### [Work required]
Could the listing below be returned exactly, with its pictures left out?

### [Input]
------------------------

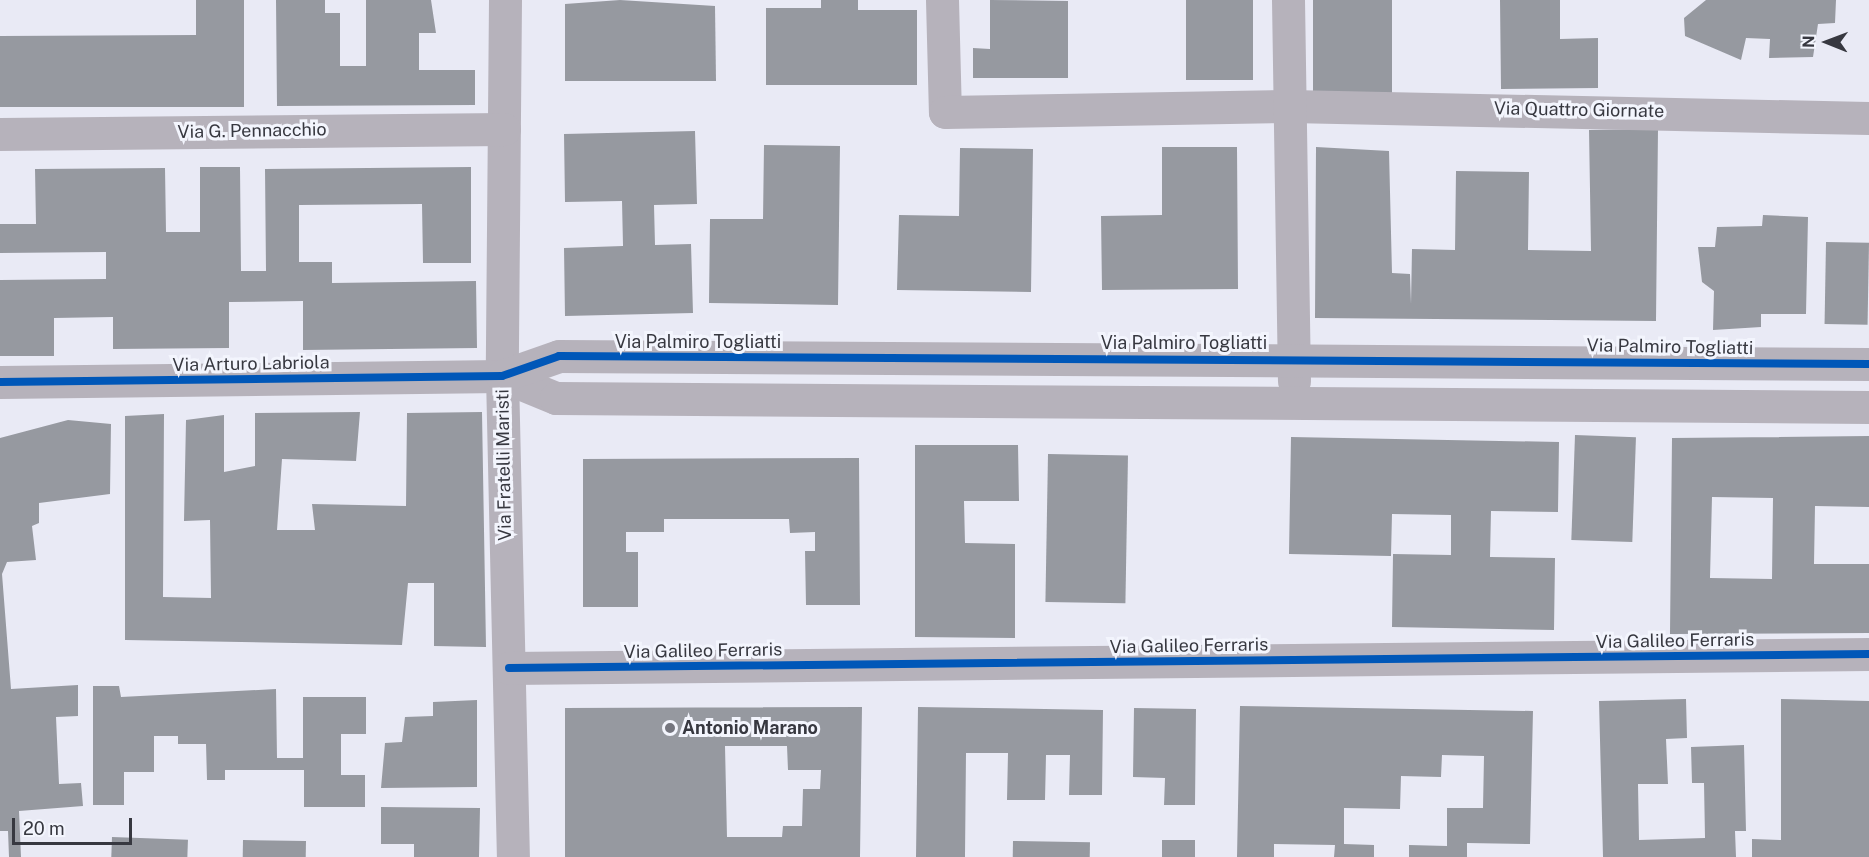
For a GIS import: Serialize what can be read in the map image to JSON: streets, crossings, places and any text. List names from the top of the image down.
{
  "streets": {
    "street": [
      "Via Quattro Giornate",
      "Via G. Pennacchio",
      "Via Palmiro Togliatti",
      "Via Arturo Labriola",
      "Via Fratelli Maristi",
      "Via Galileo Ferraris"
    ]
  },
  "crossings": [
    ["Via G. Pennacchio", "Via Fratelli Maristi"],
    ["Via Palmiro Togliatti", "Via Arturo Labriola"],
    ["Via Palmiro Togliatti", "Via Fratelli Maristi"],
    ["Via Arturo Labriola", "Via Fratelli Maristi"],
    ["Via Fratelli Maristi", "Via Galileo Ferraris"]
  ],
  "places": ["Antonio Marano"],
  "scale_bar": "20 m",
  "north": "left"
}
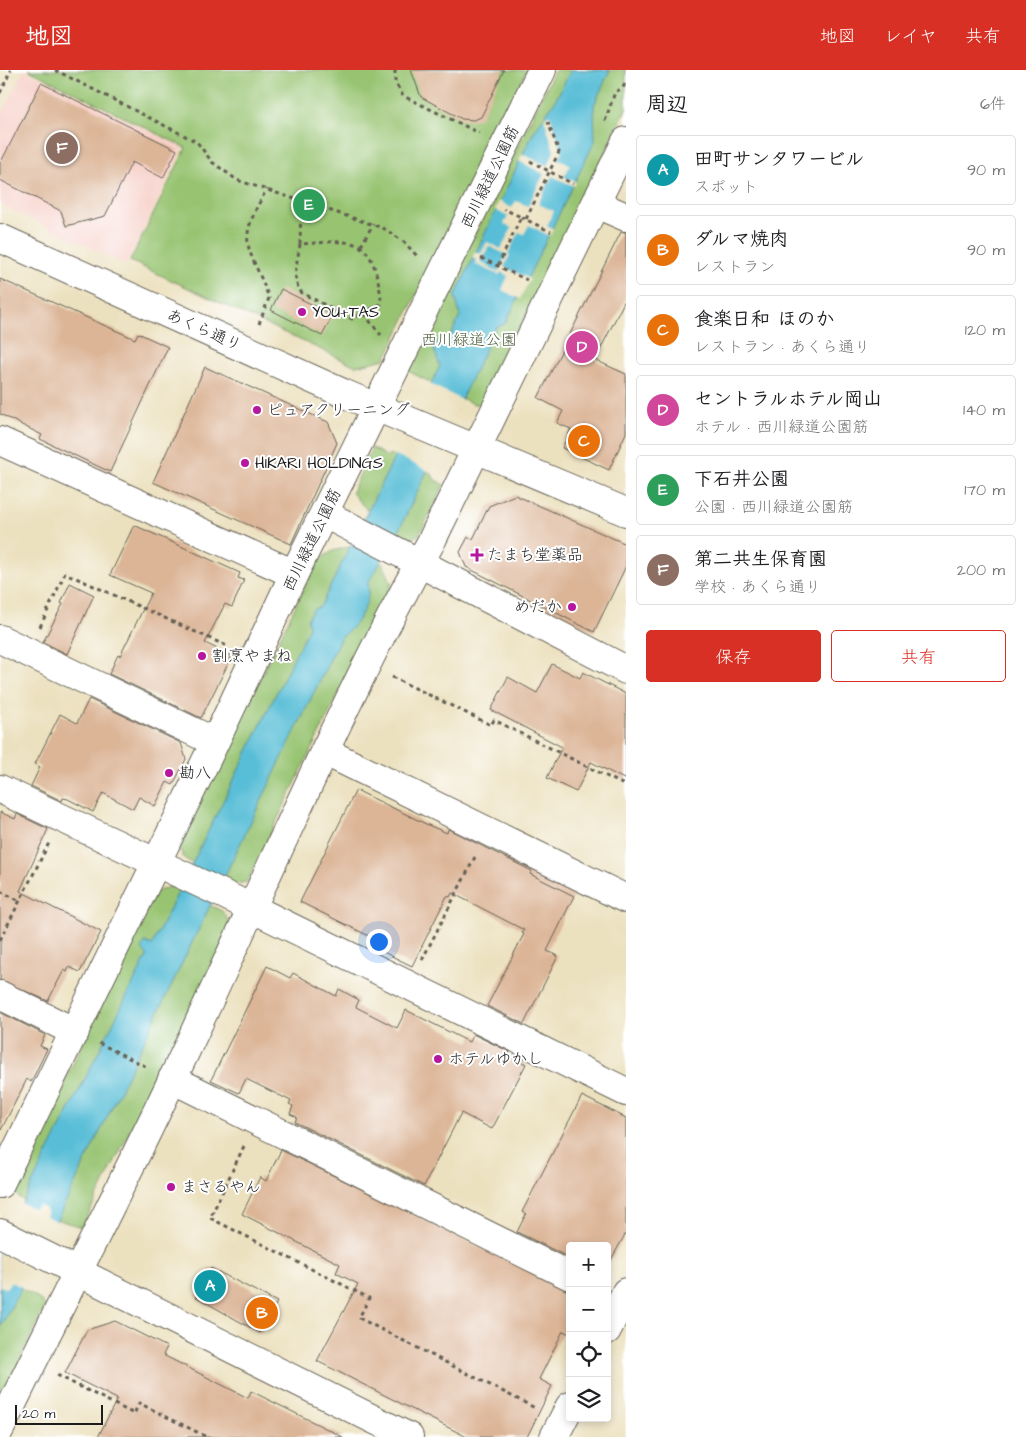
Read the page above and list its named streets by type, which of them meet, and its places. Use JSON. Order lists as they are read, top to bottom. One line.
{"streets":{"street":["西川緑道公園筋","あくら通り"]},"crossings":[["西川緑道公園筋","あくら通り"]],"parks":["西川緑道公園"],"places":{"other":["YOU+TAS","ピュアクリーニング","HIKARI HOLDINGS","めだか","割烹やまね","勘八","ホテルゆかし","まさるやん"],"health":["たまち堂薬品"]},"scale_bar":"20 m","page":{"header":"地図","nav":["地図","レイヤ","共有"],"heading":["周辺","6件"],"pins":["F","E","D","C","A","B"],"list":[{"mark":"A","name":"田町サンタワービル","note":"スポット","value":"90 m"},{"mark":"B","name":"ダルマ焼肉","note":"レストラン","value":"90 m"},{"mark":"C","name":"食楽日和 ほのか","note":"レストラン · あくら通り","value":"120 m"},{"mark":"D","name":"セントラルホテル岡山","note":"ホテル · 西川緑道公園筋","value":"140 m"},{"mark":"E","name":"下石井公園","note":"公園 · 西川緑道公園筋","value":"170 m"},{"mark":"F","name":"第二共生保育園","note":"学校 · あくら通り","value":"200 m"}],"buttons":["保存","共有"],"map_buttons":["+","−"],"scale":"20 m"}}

------------------------

### [Solution for this exercise]
For a GIS import: Serialize what can be read in the map image to JSON: streets, crossings, places and any text. List names from the top of the image down.
{
  "streets": {
    "street": [
      "Via Quattro Giornate",
      "Via G. Pennacchio",
      "Via Palmiro Togliatti",
      "Via Arturo Labriola",
      "Via Fratelli Maristi",
      "Via Galileo Ferraris"
    ]
  },
  "crossings": [
    ["Via G. Pennacchio", "Via Fratelli Maristi"],
    ["Via Palmiro Togliatti", "Via Arturo Labriola"],
    ["Via Palmiro Togliatti", "Via Fratelli Maristi"],
    ["Via Arturo Labriola", "Via Fratelli Maristi"],
    ["Via Fratelli Maristi", "Via Galileo Ferraris"]
  ],
  "places": ["Antonio Marano"],
  "scale_bar": "20 m",
  "north": "left"
}
Read the page above and list its named streets by type, which of them meet, and its places. Use JSON. Order lists as they are read, top to bottom. One line.
{"streets":{"street":["西川緑道公園筋","あくら通り"]},"crossings":[["西川緑道公園筋","あくら通り"]],"parks":["西川緑道公園"],"places":{"other":["YOU+TAS","ピュアクリーニング","HIKARI HOLDINGS","めだか","割烹やまね","勘八","ホテルゆかし","まさるやん"],"health":["たまち堂薬品"]},"scale_bar":"20 m","page":{"header":"地図","nav":["地図","レイヤ","共有"],"heading":["周辺","6件"],"pins":["F","E","D","C","A","B"],"list":[{"mark":"A","name":"田町サンタワービル","note":"スポット","value":"90 m"},{"mark":"B","name":"ダルマ焼肉","note":"レストラン","value":"90 m"},{"mark":"C","name":"食楽日和 ほのか","note":"レストラン · あくら通り","value":"120 m"},{"mark":"D","name":"セントラルホテル岡山","note":"ホテル · 西川緑道公園筋","value":"140 m"},{"mark":"E","name":"下石井公園","note":"公園 · 西川緑道公園筋","value":"170 m"},{"mark":"F","name":"第二共生保育園","note":"学校 · あくら通り","value":"200 m"}],"buttons":["保存","共有"],"map_buttons":["+","−"],"scale":"20 m"}}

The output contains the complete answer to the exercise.